The discussions with the Member State experts focussed on the following two critical points:

the genotoxicity data set;
the robustness of the available data to derive toxicological reference values, i.e. the ADI, the ARfD and respective UF.

The genotoxicity data packages for azocyclotin and cyhexatin contain studies assessing the three endpoints, i.e. gene mutation in bacterial and mammalian cells (in vitro), clastogenicity (in vitro and in vivo) and aneugenicity (in vivo).

For cyhexatin,⁹ the studies for gene mutation showed negative (in bacterial and mammalian cells), positive and equivocal results (in mammalian cells). The in vitro clastogenicity study was positive with and without metabolic activation, while in vivo studies for clastogenicity and aneugenicity showed negative results. The studies were conducted in the 1980s and 1990s according to the OECD test guidelines in place at the time, or prior to their publication. One test guideline was deleted in the meantime, the in vitro unscheduled DNA synthesis assay TG 482 (OECD, 1986) that was considered relevant and reliable at the time of the evaluation in a weight of evidence assessment of the gene mutation potential of the test substance but is not considered relevant anymore.

Deviations with regards to current test guidelines (or concurrent test guidelines in case none were followed) could not be assessed, and the results of the in vitro studies could not be independently reviewed due to the lack of reporting details (e.g. tabulated results). With regards to in vivo studies (mammalian erythrocyte micronucleus tests in mice), proof of bone marrow exposure was shown when the test substance was administered by intraperitoneal injection (statistically significant reductions of the polychromatic/normochromatic erythrocytes (PCE/NCE) ratio compared to control animals), but not when the test substance was administered by oral gavage (no information on general toxicity induced by treatment, no change in the PCE/NCE ratio and plasma analysis was not performed), but taken together, the experts agreed that cyhexatin is unlikely to present clastogenicity or aneugenicity potential considering current standards (EFSA Scientific Committee, 2017).
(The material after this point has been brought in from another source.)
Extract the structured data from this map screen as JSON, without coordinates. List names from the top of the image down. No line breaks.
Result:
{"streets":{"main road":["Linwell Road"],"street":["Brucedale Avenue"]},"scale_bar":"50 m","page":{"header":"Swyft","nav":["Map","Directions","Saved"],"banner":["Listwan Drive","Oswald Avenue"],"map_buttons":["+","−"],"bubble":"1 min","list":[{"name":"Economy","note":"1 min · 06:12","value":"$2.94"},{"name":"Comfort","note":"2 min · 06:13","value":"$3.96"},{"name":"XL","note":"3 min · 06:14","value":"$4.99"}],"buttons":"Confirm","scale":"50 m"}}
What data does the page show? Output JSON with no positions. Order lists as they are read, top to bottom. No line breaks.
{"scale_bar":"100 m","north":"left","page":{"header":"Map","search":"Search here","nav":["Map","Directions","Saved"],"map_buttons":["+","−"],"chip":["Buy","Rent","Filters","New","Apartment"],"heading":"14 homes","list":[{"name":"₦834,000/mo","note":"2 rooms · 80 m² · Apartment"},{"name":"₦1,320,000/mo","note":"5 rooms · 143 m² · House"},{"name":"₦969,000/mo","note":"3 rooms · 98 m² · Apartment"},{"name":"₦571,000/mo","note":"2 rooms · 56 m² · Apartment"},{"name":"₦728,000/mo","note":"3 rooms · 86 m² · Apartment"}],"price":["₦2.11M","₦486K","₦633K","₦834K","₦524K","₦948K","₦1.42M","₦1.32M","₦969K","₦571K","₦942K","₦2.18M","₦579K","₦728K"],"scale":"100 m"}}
It was noted that, according to the current scientific standards, if a substance is tested positive in an in vitro gene mutation test, a suitable in vivo follow‐up test (e.g. in vivo Comet assay TG 489 (OECD, 2016) or transgenic rodent somatic and germ cell gene mutation assay TG 488 (OECD, 2022)) would be requested (EFSA Scientific Committee, 2011). The experts agreed that no conclusion can be reached on the genotoxic potential of cyhexatin due to the positive results observed in vitro in an AS52/XPRT mammalian cell forward gene mutation assay.

For azocyclotin,¹⁰ the experts noted that the data base is poor when compared with current standards (old studies from the 1970s and 1980s, not performed according to GLP or OECD test guidelines, no report of the potential deviations with regards to OECD TG). Although the overall outcome of the various tests is reported as negative or equivocal, the quality of the available studies and reporting is not sufficient to conclude on the genotoxicity potential of azocyclotin according to current standards.

Overall, the genotoxicity data packages available for or cyhexatin or azocyclotin are not considered reliable. It is therefore not possible to conclude on their genotoxicity potential, in particular regarding the gene mutation potential of cyhexatin that presented positive results in vitro.

With regards to the toxicological data package needed to derive a group ADI and a group ARfD for cyhexatin and azocyclotin according to the current data requirements,¹¹ the experts identified major limitations and missing data. Due to the deficiencies listed below, the experts concluded that the derivation of toxicological reference values according to current scientific standards is not possible¹²:

The genotoxic potential of cyhexatin and azocyclotin was found to be inconclusive.
The assessment of the validity of the toxicological studies and reliability of their results is limited by the lack of details on the toxicological studies reported in the DARs (Italy, 2008a,b) (e.g. that do not allow to verify the compliance of these studies with the current or older versions of the test guidelines), and the unknown validity of the analytical methods used in feed, body fluids and tissues, air and any additional matrices used in support of the toxicity studies. These limitations imply, for instance, that it is not possible to understand the difference in NOAELs derived by the EU and the JMPR assessments, as is the case of the maternal and embryotoxicity NOAELs of the developmental and 2‐generation reproductive toxicity studies in rats and developmental toxicity in rabbits (critical to the risk assessment).
A search for published literature has not been conducted.
The endocrine disruptive potential of azocyclotin and cyhexatin was not assessed according to the current ECHA/EFSA Guidance (ECHA and EFSA, 2018). It is expected that additional toxicological information would be needed to perform such an assessment.
A comparative in vitro metabolism study performed on animal species used in pivotal studies and on human material is not available to determine the relevance of the toxicological animal data to humans and whether additional testing of potential unique human metabolites would be required.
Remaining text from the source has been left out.